Draw the graph of the function y = | 2x + 1 | and write the monotone interval

Method 1: classified discussion
When x "- 1 / 2, y = 2x + 1, draw the image
When x ＂ - 1 / 2, y = - 2x-1, draw the image
Monotonically increasing interval is [- 1 / 2, positive infinite)
The monotone decreasing interval is (negative infinity, - 1 / 2]
Method 2
Draw all the images of y = 2x + 1, and then turn up the image below the X axis
Monotonicity is invariable

The graph of the function y = - x? + 2x is drawn, and the monotone increasing interval of the function is found

y'=-2x+2=2(1-x)
Easy to see when x

The sum of π - 3 and π - 3 of π - 3 is obtained How to write a big problem? I can draw pictures, but how to write the theoretical part of the big problem?

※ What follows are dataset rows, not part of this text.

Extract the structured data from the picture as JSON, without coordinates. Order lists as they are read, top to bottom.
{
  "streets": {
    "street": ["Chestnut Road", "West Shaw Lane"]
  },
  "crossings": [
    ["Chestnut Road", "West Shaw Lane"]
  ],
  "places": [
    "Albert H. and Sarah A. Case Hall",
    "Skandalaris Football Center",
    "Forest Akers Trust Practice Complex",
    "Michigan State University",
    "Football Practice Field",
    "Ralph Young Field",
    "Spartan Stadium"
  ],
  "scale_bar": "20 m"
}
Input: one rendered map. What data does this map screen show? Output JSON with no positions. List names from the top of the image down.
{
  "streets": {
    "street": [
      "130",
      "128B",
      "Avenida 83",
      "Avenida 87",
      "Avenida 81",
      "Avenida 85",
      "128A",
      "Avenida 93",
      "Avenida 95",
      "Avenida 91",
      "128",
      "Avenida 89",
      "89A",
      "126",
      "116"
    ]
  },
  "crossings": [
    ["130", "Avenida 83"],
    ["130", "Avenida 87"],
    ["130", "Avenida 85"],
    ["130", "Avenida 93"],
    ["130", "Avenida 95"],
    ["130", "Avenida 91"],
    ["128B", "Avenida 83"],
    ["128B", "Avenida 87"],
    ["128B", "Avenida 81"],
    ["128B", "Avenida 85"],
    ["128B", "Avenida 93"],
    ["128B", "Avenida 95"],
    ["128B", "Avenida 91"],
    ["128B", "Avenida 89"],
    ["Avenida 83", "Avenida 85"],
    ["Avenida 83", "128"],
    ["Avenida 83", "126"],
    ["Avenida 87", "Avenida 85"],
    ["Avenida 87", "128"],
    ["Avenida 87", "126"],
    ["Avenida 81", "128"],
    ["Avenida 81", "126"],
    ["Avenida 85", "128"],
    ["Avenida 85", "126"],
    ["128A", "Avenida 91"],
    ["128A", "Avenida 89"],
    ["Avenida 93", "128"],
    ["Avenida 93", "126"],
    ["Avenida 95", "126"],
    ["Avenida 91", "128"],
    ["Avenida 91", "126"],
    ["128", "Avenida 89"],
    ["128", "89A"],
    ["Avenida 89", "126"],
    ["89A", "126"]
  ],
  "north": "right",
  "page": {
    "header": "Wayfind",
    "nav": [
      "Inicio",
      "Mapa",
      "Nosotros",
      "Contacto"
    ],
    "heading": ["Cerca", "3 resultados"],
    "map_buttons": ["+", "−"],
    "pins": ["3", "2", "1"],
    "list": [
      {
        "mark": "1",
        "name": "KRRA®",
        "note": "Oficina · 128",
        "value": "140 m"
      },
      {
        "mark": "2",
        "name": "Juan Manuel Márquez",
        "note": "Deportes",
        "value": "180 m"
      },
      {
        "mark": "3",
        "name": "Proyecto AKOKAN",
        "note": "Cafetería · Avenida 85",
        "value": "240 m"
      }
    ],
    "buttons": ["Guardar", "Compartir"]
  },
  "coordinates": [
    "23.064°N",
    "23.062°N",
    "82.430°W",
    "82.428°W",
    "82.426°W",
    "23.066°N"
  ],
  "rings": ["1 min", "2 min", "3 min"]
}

The title should be x ∈ (- π / 3, π / 3). The person who writes the wrong questions is very careless. How can a careless person learn mathematics well? Mathematics is rigorous!
For such a function, we first transform it into the standard formula, that is, y = - 2Sin (2x - π / 3), and write a monotone interval. According to the meaning of the title, when 2x - π / 3 ∈ [2K π - π / 22K π + π / 2], it is a decreasing function; when 2x - π / 3 ∈ [2K π + π / 2K π + 3 π / 2], it is an increasing function
When x ∈ [K π - π / 12, K π + 5 π / 12], we try to take the value of K and make it fall into the range of (- π / 3, π / 3), and we get that x ∈ [- π / 12 π / 3) is a decreasing function
When x ∈ [K π + 5 π / 12 K π + 11 π / 12], we try to get the value of K and make it fall into the range of (- π / 3, π / 3). We get that x ∈ (- π / 3 - π / 12] is an increasing function
Therefore, the monotone decreasing interval of the function is [- π / 12 π / 3], and the monotone increasing interval is (- π / 3 - π / 12]
When x = - π / 12, - π / 3 and π / 3, the values are 2,0, - 2Sin π / 3, respectively, so the value range of the function is (- root 32]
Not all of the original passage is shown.